DATA ->
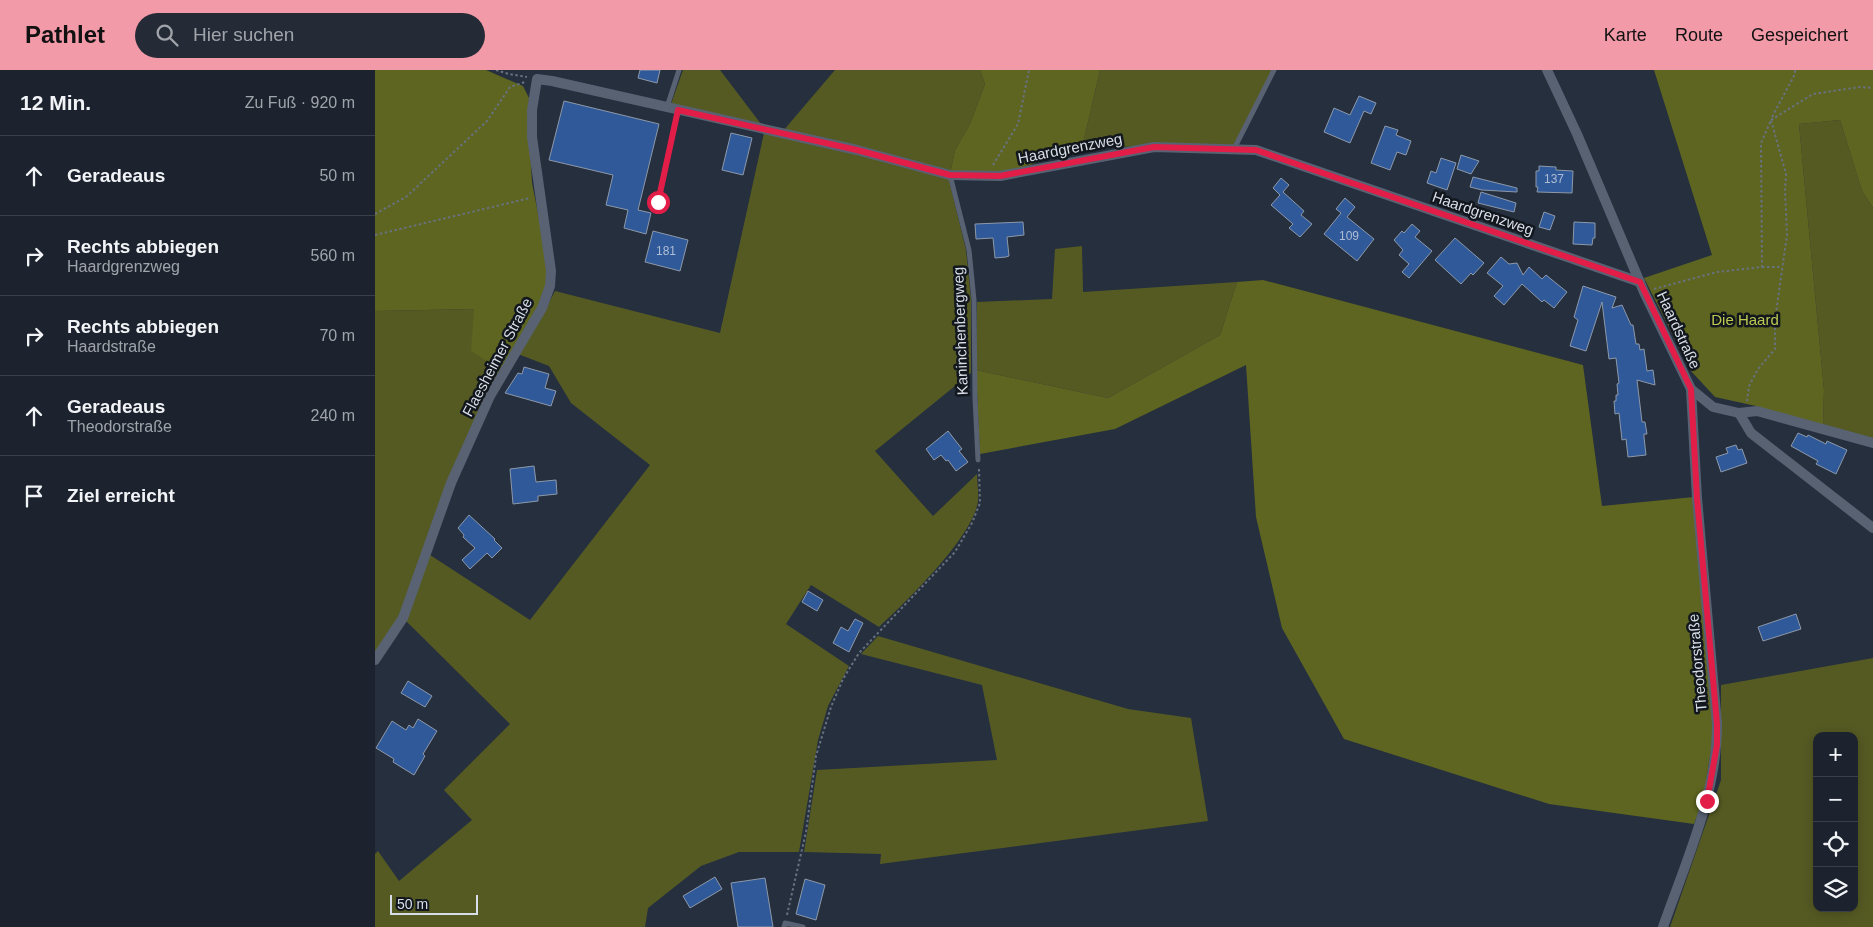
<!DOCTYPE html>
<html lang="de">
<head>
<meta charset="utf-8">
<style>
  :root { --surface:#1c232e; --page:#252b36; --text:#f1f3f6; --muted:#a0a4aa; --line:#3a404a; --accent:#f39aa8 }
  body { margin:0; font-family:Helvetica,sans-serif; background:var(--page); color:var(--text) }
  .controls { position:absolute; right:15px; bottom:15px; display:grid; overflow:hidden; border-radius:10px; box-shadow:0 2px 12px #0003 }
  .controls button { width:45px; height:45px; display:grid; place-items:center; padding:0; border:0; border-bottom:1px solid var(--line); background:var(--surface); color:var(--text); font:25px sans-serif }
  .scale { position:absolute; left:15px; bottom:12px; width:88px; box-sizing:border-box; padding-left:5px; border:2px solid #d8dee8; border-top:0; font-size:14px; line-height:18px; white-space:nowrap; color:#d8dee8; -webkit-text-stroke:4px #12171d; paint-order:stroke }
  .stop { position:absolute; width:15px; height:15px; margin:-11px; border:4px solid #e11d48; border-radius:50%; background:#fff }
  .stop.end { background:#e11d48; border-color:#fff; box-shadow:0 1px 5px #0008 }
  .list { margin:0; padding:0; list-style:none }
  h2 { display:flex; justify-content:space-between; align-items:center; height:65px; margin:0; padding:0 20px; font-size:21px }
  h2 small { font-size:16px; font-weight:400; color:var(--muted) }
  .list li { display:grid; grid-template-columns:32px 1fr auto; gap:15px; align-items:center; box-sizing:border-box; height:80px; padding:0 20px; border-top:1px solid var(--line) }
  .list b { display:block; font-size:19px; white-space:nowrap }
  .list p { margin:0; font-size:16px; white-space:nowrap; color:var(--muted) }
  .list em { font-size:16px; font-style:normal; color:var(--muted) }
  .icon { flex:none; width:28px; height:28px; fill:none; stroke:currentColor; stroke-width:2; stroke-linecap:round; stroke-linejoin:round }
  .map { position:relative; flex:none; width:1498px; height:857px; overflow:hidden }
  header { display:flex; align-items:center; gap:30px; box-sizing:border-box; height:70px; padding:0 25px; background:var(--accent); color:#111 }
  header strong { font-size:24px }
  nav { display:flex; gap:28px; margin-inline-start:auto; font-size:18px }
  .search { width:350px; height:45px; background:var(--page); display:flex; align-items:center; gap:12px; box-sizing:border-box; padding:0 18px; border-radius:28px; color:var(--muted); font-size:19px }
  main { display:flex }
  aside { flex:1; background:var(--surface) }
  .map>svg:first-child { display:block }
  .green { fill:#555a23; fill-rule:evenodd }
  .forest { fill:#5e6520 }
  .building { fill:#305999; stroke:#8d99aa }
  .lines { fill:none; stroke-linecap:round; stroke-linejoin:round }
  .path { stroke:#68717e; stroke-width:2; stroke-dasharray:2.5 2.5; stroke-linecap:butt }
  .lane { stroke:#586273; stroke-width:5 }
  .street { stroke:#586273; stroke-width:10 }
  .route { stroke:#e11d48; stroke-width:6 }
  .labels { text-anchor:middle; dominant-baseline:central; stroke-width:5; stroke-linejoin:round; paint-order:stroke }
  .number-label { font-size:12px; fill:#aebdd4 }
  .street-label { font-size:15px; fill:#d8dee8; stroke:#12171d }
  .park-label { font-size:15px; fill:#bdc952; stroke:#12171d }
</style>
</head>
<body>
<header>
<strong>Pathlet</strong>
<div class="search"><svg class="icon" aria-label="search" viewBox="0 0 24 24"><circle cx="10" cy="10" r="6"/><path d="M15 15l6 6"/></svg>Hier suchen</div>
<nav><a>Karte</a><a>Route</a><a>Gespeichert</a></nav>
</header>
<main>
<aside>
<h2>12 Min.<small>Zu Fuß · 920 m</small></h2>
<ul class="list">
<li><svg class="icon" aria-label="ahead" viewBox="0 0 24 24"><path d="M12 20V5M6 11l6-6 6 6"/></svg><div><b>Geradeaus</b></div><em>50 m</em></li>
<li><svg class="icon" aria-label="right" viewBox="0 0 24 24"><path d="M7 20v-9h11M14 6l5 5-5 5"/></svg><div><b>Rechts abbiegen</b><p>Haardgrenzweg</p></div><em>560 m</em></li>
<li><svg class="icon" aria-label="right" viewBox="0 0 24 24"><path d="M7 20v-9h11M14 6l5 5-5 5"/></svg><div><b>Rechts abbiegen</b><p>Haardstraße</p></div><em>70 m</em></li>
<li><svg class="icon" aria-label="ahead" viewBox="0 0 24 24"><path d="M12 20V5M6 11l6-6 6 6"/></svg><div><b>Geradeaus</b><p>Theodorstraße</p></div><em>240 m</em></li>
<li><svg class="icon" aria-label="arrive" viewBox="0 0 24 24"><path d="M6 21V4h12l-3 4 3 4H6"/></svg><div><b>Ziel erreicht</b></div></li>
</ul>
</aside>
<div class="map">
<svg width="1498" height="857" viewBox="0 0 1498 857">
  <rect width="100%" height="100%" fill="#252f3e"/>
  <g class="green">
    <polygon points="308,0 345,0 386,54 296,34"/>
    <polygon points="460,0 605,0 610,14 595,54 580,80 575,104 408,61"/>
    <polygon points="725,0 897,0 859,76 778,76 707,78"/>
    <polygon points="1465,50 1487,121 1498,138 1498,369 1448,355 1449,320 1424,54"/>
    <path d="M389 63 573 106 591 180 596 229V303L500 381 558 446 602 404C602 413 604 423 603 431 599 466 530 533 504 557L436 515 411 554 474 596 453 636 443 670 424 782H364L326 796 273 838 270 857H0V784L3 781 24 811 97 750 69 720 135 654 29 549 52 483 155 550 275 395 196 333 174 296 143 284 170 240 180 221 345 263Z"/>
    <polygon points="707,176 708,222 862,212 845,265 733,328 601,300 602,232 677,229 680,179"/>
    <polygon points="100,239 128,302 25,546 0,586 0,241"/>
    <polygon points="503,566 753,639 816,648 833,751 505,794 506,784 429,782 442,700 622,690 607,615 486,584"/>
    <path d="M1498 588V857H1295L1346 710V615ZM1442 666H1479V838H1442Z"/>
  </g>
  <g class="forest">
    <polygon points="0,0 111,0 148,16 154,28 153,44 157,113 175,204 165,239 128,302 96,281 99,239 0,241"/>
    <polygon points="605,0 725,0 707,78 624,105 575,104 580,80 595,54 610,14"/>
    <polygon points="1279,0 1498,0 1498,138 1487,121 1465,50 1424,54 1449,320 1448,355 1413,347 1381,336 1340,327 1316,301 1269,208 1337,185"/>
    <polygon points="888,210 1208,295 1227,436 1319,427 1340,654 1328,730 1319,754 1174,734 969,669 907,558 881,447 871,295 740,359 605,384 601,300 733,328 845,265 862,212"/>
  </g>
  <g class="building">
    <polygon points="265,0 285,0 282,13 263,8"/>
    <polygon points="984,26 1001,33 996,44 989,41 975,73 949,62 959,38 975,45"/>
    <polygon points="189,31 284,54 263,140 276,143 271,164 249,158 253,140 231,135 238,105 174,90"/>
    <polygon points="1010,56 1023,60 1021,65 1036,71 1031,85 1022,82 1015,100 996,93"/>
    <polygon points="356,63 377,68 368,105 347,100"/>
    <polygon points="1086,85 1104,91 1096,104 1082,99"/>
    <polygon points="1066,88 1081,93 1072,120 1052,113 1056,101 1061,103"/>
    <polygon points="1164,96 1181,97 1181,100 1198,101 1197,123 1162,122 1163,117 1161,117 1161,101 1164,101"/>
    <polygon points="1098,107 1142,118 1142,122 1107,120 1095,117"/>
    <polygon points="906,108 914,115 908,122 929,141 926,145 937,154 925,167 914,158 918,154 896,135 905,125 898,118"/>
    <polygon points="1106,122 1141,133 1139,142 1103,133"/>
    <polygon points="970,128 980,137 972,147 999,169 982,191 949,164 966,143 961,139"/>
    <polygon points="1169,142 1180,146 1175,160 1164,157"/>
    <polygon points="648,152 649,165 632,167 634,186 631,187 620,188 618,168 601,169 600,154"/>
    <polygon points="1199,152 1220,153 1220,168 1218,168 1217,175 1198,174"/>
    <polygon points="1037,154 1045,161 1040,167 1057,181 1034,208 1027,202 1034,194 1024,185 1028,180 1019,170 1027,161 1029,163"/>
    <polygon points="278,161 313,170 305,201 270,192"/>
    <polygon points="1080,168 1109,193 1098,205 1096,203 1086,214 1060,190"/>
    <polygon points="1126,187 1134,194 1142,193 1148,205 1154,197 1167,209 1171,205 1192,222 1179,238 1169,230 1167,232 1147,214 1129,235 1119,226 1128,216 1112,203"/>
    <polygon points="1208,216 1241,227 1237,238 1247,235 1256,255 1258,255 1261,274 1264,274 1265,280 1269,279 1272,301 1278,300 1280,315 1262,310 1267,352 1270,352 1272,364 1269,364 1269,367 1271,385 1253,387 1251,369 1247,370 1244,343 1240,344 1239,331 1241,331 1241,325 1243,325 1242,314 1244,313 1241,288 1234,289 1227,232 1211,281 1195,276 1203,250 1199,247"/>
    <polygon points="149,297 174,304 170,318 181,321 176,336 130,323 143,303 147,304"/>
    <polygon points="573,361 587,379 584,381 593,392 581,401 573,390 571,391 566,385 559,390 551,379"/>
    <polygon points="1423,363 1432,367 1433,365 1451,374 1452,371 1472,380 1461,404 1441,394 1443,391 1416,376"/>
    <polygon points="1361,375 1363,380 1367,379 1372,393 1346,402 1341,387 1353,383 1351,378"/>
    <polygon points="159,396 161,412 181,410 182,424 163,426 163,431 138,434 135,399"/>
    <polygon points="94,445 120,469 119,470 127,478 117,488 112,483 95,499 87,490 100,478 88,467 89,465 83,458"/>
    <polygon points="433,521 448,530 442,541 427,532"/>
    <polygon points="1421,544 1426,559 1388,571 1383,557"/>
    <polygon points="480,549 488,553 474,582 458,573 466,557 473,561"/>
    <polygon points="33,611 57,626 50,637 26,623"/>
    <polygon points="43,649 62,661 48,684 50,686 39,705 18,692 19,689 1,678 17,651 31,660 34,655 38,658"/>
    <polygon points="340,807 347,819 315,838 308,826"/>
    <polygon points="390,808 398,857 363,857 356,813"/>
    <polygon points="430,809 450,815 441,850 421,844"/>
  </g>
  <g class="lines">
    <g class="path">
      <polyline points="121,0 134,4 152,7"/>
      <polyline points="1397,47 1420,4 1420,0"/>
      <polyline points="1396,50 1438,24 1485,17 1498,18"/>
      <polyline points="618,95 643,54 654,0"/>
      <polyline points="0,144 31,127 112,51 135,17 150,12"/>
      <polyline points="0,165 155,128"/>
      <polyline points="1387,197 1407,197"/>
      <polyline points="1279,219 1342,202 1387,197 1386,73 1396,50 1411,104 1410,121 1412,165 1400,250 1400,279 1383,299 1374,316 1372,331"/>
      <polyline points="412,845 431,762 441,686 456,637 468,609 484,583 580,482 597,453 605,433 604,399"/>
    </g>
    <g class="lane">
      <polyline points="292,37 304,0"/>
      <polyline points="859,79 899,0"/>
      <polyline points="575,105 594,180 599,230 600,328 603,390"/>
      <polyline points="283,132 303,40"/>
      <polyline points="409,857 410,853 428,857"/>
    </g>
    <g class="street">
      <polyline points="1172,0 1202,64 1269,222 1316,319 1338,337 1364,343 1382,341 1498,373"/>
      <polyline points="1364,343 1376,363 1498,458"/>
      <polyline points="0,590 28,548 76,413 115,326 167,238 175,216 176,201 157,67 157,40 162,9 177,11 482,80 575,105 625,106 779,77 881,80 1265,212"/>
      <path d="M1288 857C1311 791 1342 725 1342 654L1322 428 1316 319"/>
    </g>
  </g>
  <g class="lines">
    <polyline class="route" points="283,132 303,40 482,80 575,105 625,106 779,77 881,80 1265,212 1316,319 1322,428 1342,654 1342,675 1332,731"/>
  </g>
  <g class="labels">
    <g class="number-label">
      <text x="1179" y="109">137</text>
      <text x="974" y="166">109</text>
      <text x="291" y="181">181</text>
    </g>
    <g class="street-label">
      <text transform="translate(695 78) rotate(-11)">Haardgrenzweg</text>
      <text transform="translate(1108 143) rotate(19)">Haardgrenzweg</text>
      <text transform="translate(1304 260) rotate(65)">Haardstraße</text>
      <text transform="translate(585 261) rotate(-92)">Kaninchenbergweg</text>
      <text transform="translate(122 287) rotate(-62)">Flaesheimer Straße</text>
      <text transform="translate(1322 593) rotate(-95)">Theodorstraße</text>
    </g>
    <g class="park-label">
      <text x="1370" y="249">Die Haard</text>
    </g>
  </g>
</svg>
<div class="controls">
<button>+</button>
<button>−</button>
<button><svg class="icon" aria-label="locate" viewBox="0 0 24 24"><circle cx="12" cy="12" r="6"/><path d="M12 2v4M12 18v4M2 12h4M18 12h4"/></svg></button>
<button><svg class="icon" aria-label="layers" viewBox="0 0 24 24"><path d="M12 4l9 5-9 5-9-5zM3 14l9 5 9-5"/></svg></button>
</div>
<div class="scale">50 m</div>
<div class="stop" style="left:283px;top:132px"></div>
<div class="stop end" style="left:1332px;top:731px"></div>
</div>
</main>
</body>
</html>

TASK STATEMENT -> Only the lines from where the data begins to the line with "flex:none; width:28px; height:28px;", both of them included, should be reproduced word for word; no pictures.

OUTPUT OF THE EXERCISE ->
<!DOCTYPE html>
<html lang="de">
<head>
<meta charset="utf-8">
<style>
  :root { --surface:#1c232e; --page:#252b36; --text:#f1f3f6; --muted:#a0a4aa; --line:#3a404a; --accent:#f39aa8 }
  body { margin:0; font-family:Helvetica,sans-serif; background:var(--page); color:var(--text) }
  .controls { position:absolute; right:15px; bottom:15px; display:grid; overflow:hidden; border-radius:10px; box-shadow:0 2px 12px #0003 }
  .controls button { width:45px; height:45px; display:grid; place-items:center; padding:0; border:0; border-bottom:1px solid var(--line); background:var(--surface); color:var(--text); font:25px sans-serif }
  .scale { position:absolute; left:15px; bottom:12px; width:88px; box-sizing:border-box; padding-left:5px; border:2px solid #d8dee8; border-top:0; font-size:14px; line-height:18px; white-space:nowrap; color:#d8dee8; -webkit-text-stroke:4px #12171d; paint-order:stroke }
  .stop { position:absolute; width:15px; height:15px; margin:-11px; border:4px solid #e11d48; border-radius:50%; background:#fff }
  .stop.end { background:#e11d48; border-color:#fff; box-shadow:0 1px 5px #0008 }
  .list { margin:0; padding:0; list-style:none }
  h2 { display:flex; justify-content:space-between; align-items:center; height:65px; margin:0; padding:0 20px; font-size:21px }
  h2 small { font-size:16px; font-weight:400; color:var(--muted) }
  .list li { display:grid; grid-template-columns:32px 1fr auto; gap:15px; align-items:center; box-sizing:border-box; height:80px; padding:0 20px; border-top:1px solid var(--line) }
  .list b { display:block; font-size:19px; white-space:nowrap }
  .list p { margin:0; font-size:16px; white-space:nowrap; color:var(--muted) }
  .list em { font-size:16px; font-style:normal; color:var(--muted) }
  .icon { flex:none; width:28px; height:28px; fill:none; stroke:currentColor; stroke-width:2; stroke-linecap:round; stroke-linejoin:round }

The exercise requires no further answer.